▸ What to do: Would you copy out each line of the records below that includes the word "above"?

[Source data]
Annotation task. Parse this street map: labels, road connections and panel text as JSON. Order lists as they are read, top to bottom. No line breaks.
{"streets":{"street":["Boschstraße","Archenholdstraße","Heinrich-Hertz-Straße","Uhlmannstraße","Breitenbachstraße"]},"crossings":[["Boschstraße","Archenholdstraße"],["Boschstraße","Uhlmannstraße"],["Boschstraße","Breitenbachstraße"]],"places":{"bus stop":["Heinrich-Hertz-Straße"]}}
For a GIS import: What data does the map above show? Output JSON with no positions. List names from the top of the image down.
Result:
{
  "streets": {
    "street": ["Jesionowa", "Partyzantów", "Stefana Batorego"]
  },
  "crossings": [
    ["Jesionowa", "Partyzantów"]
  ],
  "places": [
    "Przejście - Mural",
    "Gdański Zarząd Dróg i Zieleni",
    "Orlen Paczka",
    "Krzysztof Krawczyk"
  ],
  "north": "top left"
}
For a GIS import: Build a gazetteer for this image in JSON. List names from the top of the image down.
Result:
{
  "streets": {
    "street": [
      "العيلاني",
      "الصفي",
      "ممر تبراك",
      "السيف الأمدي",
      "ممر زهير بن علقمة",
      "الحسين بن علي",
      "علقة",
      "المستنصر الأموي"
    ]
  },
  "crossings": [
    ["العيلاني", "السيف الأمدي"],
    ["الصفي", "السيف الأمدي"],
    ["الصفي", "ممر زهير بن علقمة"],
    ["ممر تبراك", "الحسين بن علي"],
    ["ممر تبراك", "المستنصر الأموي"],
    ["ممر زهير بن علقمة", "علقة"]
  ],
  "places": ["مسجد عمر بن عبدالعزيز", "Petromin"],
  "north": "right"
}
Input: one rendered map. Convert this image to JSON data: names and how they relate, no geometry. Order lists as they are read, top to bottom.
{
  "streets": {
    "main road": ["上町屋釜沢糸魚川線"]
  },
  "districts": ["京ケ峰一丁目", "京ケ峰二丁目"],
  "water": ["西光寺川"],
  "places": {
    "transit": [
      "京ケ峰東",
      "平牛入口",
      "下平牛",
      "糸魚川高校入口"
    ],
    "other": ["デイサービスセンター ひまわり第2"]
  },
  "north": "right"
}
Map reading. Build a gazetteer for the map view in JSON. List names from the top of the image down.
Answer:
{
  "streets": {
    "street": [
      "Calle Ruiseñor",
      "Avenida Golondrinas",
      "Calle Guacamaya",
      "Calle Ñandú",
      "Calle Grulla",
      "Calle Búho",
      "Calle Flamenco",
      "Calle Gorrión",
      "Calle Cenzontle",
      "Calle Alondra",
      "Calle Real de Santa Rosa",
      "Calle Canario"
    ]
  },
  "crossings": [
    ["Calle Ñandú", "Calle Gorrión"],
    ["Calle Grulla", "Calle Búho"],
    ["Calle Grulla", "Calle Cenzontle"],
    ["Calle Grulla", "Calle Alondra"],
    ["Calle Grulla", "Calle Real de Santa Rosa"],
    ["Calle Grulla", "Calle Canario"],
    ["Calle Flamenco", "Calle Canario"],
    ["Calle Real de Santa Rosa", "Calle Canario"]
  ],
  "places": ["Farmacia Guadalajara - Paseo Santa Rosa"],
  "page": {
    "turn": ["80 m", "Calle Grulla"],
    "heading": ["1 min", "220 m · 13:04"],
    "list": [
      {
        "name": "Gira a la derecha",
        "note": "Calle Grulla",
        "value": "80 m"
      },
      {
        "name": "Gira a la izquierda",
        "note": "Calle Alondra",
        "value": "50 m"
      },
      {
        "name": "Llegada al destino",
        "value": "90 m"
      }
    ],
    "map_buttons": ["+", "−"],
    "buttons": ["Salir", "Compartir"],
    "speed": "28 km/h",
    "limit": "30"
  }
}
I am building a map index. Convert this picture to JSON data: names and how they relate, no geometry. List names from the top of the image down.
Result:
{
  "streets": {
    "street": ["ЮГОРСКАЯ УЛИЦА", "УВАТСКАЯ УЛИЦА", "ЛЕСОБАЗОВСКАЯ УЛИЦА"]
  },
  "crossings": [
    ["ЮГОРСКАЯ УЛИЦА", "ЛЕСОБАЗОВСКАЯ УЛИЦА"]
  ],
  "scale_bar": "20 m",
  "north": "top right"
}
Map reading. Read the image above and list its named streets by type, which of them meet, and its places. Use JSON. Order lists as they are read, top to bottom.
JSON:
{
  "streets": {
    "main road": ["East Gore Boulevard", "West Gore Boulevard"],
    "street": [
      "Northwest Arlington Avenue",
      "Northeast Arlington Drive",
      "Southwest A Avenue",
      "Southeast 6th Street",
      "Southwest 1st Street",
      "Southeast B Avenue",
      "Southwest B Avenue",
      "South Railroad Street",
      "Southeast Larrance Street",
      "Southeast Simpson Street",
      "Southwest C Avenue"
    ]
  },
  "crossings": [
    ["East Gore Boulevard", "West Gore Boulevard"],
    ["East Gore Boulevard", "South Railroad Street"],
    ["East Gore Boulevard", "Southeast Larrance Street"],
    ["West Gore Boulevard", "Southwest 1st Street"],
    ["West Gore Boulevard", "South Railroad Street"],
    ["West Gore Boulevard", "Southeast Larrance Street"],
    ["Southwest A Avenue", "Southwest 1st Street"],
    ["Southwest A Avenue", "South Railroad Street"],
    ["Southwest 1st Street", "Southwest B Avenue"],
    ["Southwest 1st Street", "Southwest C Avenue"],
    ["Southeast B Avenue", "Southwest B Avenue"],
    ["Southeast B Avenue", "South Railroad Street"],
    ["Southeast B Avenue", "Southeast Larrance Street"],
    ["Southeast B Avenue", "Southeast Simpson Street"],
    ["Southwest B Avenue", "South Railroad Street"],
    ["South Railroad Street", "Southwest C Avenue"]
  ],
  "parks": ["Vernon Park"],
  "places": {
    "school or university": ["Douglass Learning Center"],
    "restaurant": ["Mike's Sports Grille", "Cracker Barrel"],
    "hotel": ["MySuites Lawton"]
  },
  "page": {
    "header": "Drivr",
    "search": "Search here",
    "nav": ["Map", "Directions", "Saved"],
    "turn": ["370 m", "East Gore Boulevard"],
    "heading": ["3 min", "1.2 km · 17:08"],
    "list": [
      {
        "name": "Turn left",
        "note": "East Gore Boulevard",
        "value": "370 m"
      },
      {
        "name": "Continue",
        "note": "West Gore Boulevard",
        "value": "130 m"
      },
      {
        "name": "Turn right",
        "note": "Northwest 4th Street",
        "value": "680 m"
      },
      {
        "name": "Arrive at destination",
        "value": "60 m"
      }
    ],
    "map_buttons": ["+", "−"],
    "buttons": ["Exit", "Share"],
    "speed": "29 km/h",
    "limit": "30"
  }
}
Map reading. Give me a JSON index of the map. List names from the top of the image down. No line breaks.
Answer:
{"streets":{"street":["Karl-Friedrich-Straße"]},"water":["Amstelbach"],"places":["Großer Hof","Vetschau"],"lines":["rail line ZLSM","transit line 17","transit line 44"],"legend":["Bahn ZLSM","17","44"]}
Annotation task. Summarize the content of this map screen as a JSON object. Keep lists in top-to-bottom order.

▸ Completed exercise:
For a GIS import: What data does the map above show? Output JSON with no positions. List names from the top of the image down.
Map reading. Read the image above and list its named streets by type, which of them meet, and its places. Use JSON. Order lists as they are read, top to bottom.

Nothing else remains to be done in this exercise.